* [Task to carry out] The required answer is an exact copy of every line from the beginning of the entries through the line with "content:''; position:absolute; top:37px;", with all pictures omitted.

[Saved data entries]
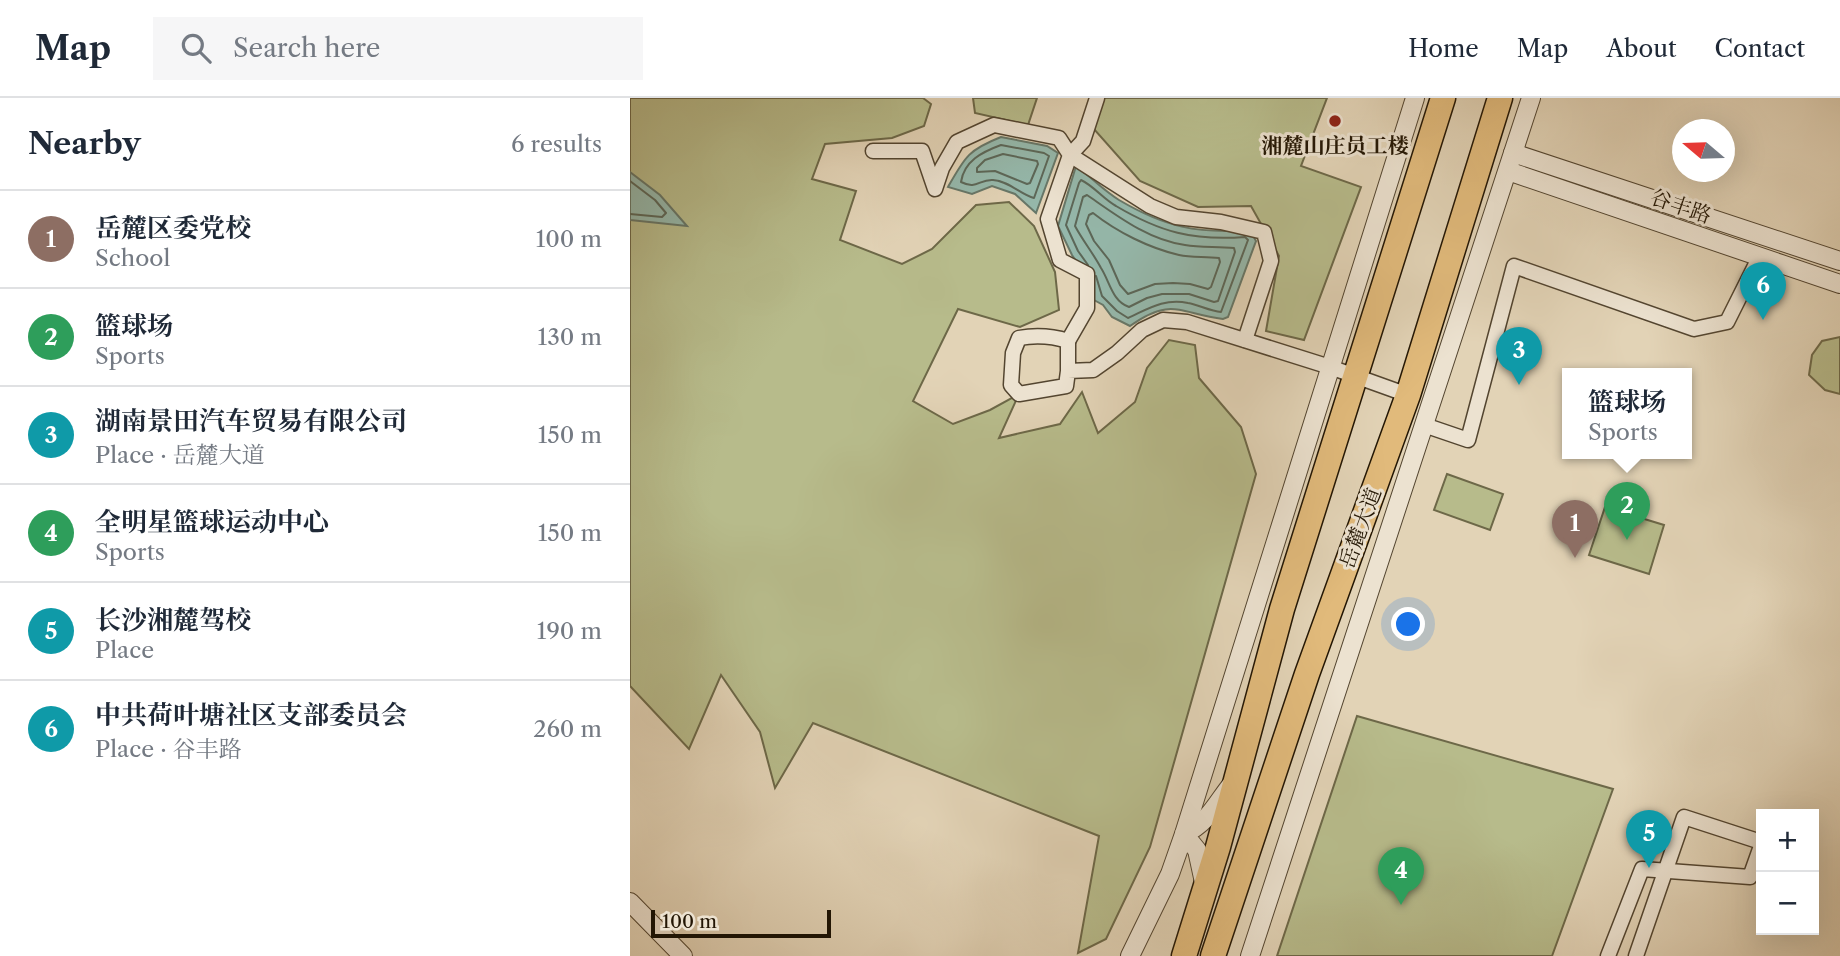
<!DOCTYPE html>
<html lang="en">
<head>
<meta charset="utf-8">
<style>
	:root { --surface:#fff; --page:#f6f6f7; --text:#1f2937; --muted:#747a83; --line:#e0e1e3; --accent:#b45309 }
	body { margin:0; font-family:"Libre Caslon Text","Noto Serif SC",serif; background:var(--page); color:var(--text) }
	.controls { position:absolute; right:21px; bottom:21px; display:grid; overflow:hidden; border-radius:0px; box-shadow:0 7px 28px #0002 }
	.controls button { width:63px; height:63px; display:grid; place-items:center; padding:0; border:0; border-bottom:2px solid var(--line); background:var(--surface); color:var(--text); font:35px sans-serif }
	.compass { position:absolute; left:1042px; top:21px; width:63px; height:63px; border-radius:50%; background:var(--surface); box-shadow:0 7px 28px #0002; rotate:289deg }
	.scale { position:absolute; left:21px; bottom:18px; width:180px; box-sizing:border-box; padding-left:7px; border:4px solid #231604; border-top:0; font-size:19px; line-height:24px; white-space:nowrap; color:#231604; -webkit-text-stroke:5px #ece2d0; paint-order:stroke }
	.you { position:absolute; left:779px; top:527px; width:24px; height:24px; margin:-18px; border:5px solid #fff; border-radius:50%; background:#1a73e8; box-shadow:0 0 0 10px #1a73e833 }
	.badge { display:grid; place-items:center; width:46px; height:46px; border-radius:50%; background:var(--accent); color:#fff; font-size:23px; font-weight:700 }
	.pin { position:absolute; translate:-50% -58px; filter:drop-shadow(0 2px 4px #0008) }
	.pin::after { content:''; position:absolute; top:37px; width:24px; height:21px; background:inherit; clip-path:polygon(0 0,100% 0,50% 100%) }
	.popup { position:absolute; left:932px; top:270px; width:130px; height:91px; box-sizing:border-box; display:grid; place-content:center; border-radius:0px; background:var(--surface); filter:drop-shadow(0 2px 5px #0005); font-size:23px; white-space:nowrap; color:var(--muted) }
	.popup b { font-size:26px; color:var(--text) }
	.popup::after { content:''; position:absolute; left:50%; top:100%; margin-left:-14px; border:14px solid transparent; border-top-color:var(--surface) }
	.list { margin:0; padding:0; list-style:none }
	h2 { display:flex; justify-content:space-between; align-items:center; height:91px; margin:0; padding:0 28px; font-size:30px }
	h2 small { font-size:23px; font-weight:400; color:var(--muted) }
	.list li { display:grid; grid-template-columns:46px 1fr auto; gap:21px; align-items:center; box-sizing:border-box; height:98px; padding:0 28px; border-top:2px solid var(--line) }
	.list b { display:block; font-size:26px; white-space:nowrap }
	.list p { margin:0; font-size:23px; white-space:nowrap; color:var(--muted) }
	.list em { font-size:23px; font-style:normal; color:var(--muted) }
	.icon { flex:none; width:38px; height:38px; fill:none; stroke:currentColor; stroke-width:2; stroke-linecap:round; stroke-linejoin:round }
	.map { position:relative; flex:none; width:1210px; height:858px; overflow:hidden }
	header { display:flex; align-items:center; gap:42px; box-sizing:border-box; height:98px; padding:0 35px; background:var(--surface); border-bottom:2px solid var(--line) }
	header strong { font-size:33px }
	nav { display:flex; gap:38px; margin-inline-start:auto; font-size:24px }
	.search { width:490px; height:63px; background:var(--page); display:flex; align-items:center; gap:18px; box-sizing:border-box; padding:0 24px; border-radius:0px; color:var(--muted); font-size:26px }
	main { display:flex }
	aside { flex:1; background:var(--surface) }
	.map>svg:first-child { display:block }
	.green { fill:#b7bb8b; stroke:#6d6848; stroke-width:2 }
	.water { fill:#95b8ab; stroke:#677768; stroke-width:2 }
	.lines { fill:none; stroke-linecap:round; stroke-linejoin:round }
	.shore { stroke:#5c6758; stroke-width:2 }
	.minor-casing { stroke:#534530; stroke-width:17 }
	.tertiary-casing { stroke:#534530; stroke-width:20 }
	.trunk-casing { stroke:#231604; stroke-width:27 }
	.minor { stroke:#ece2d0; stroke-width:14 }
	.tertiary { stroke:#ece2d0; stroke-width:18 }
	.trunk { stroke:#e1ba7b; stroke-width:24 }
	.poi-dot { fill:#8f2418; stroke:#ece2d0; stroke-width:2.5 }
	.labels { text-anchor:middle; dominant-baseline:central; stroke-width:6; stroke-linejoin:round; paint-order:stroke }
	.poi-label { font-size:21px; font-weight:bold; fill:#231604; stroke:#ece2d0 }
	.street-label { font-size:21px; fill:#231604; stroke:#ece2d0 }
</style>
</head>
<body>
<header>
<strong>Map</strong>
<div class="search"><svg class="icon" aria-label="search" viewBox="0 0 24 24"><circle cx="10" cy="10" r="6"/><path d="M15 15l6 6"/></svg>Search here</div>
<nav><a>Home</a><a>Map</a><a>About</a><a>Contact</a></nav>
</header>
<main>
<aside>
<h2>Nearby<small>6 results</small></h2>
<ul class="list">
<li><span class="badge" style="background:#8d6e63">1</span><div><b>岳麓区委党校</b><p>School</p></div><em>100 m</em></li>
<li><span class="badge" style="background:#2e9e5b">2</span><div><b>篮球场</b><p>Sports</p></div><em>130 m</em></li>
<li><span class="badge" style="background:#0f9aa8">3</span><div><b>湖南景田汽车贸易有限公司</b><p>Place · 岳麓大道</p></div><em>150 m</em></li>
<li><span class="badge" style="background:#2e9e5b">4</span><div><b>全明星篮球运动中心</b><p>Sports</p></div><em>150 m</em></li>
<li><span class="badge" style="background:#0f9aa8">5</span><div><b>长沙湘麓驾校</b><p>Place</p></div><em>190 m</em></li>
<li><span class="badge" style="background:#0f9aa8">6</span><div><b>中共荷叶塘社区支部委员会</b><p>Place · 谷丰路</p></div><em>260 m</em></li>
</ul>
</aside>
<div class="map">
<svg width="1210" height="858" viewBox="0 0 1210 858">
	<rect width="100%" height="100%" fill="#e2d3b6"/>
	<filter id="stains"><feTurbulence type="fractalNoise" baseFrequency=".00286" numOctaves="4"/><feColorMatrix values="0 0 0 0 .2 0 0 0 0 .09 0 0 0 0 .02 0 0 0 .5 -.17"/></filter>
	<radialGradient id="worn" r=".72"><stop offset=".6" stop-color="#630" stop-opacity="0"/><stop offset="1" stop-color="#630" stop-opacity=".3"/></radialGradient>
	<g class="green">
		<path d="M0,0H293L301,6L294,28L262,40L195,46L182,81L226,93L210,142L272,166L302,151L346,107L379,104L404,128L425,174L429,212L390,229L328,211L283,303L323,326L360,312L389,296L369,340L430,326L452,294L468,335L505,304L517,270L539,242L565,247L569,280L611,329L626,376L520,749L476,841L448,855L469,738L183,625L145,690L130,634L91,577L59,651L0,588Z"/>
		<path d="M343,0H407L398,27L345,15Z"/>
		<path d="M468,0H697L671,68L731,89L674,242L636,233L649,158L621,108L568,109L510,83L463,30Z"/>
		<path d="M1210,239V296L1195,292L1179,277L1182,257L1192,243Z"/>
		<path d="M817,376L873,396L860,432L804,412Z"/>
		<path d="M975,409L1034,427L1019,476L959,457Z"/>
		<path d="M727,618L983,691L922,858H647Z"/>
	</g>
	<g class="water">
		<path d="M371,39L417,48L428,55L406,115L385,96L362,88L342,96L318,89C335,59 338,52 371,39Z"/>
		<path d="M446,68C461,79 474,93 489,102C535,129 567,136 620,132L626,143L598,219L593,221C550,216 542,198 500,228L482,219L473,207L464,202L463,188L442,157L428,128Z"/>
		<path d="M0,74L30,97L57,128L0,122Z"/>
	</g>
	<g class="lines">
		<g class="shore">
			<path d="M371,47L414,55L419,58L404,100C391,97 379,83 363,82C349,81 347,92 331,84C334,63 352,54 371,47Z"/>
			<path d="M373,56L407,63L408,66L400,85L397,86L365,73L347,74V70L355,62Z"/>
			<path d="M0,83L25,102L36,115L32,119L0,116"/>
			<path d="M457,97C486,117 518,142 555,147C571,150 588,148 604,150L605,154L588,203L584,204L559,196H532L517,200L499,209C482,203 480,184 471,170C463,155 453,143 445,128L453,99Z"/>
			<path d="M463,115C487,134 519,150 549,157C562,160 576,158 589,160L590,164L581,189L578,191L560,186L543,185L525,186L498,196L490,187L479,162L464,143L456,126L459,117Z"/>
			<path d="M458,167L448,153L436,127L449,85L451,82C464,88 473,101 486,108C530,134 563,143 615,139L618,142L591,214C580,213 569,207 558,205C534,200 518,211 498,220L487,213L472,198L466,178"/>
		</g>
		<g class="minor-casing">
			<g id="minor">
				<path d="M467,0L453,43L440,57L520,108L546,119L591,124L634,134L641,163L615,242"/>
				<path d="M243,53H292L305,91L312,70L327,44L364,27L429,40L440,57L418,121L430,162L457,176V210L438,243"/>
				<path d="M438,273V243C422,238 406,237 389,240L383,255L381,287L389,296L436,288L438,273L463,272L487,255L512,232L533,222L557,224L700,269L778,297"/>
				<path d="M794,327L838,342L884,168L1064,231L1097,224L1130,158"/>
				<path d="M978,858L1012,771L1120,779L1131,748"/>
				<path d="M1006,858L1054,719L1131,744"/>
			</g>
		</g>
		<g class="tertiary-casing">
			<g id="tertiary">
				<path d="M883,55L1210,163"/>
				<path d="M878,73L1210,186"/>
				<path d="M575,789L567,752L554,736C577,726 586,706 601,687"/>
				<path d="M0,804L53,858"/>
				<path d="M500,858L540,776L554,736L785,0"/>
				<path d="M620,858L901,0"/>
			</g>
		</g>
		<g class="trunk-casing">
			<g id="trunk">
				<path d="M554,858L588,749L652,511L813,0"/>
				<path d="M583,858L677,576L778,297L870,0"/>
			</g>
		</g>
		<use href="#minor" class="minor"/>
		<use href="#tertiary" class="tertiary"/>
		<use href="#trunk" class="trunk"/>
	</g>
	<circle class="poi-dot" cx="705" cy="23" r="7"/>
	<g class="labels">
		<g class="poi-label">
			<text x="705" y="47">湘麓山庄员工楼</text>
		</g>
		<g class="street-label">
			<text transform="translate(1051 108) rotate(19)">谷丰路</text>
			<text transform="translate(730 430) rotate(-70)">岳麓大道</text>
		</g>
	</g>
	<rect width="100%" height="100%" filter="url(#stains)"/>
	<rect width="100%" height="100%" fill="url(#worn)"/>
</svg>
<div class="controls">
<button>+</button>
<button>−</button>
</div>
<svg class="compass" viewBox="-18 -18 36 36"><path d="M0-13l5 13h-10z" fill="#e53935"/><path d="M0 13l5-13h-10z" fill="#747a83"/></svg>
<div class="scale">100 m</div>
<div class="you"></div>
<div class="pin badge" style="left:945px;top:460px;background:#8d6e63">1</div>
<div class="pin badge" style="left:997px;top:442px;background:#2e9e5b">2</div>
<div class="popup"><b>篮球场</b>Sports</div>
<div class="pin badge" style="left:889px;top:287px;background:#0f9aa8">3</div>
<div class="pin badge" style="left:771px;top:807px;background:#2e9e5b">4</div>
<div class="pin badge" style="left:1019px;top:770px;background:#0f9aa8">5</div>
<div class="pin badge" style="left:1133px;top:222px;background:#0f9aa8">6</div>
</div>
</main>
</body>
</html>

* [Task solution]
<!DOCTYPE html>
<html lang="en">
<head>
<meta charset="utf-8">
<style>
	:root { --surface:#fff; --page:#f6f6f7; --text:#1f2937; --muted:#747a83; --line:#e0e1e3; --accent:#b45309 }
	body { margin:0; font-family:"Libre Caslon Text","Noto Serif SC",serif; background:var(--page); color:var(--text) }
	.controls { position:absolute; right:21px; bottom:21px; display:grid; overflow:hidden; border-radius:0px; box-shadow:0 7px 28px #0002 }
	.controls button { width:63px; height:63px; display:grid; place-items:center; padding:0; border:0; border-bottom:2px solid var(--line); background:var(--surface); color:var(--text); font:35px sans-serif }
	.compass { position:absolute; left:1042px; top:21px; width:63px; height:63px; border-radius:50%; background:var(--surface); box-shadow:0 7px 28px #0002; rotate:289deg }
	.scale { position:absolute; left:21px; bottom:18px; width:180px; box-sizing:border-box; padding-left:7px; border:4px solid #231604; border-top:0; font-size:19px; line-height:24px; white-space:nowrap; color:#231604; -webkit-text-stroke:5px #ece2d0; paint-order:stroke }
	.you { position:absolute; left:779px; top:527px; width:24px; height:24px; margin:-18px; border:5px solid #fff; border-radius:50%; background:#1a73e8; box-shadow:0 0 0 10px #1a73e833 }
	.badge { display:grid; place-items:center; width:46px; height:46px; border-radius:50%; background:var(--accent); color:#fff; font-size:23px; font-weight:700 }
	.pin { position:absolute; translate:-50% -58px; filter:drop-shadow(0 2px 4px #0008) }
	.pin::after { content:''; position:absolute; top:37px; width:24px; height:21px; background:inherit; clip-path:polygon(0 0,100% 0,50% 100%) }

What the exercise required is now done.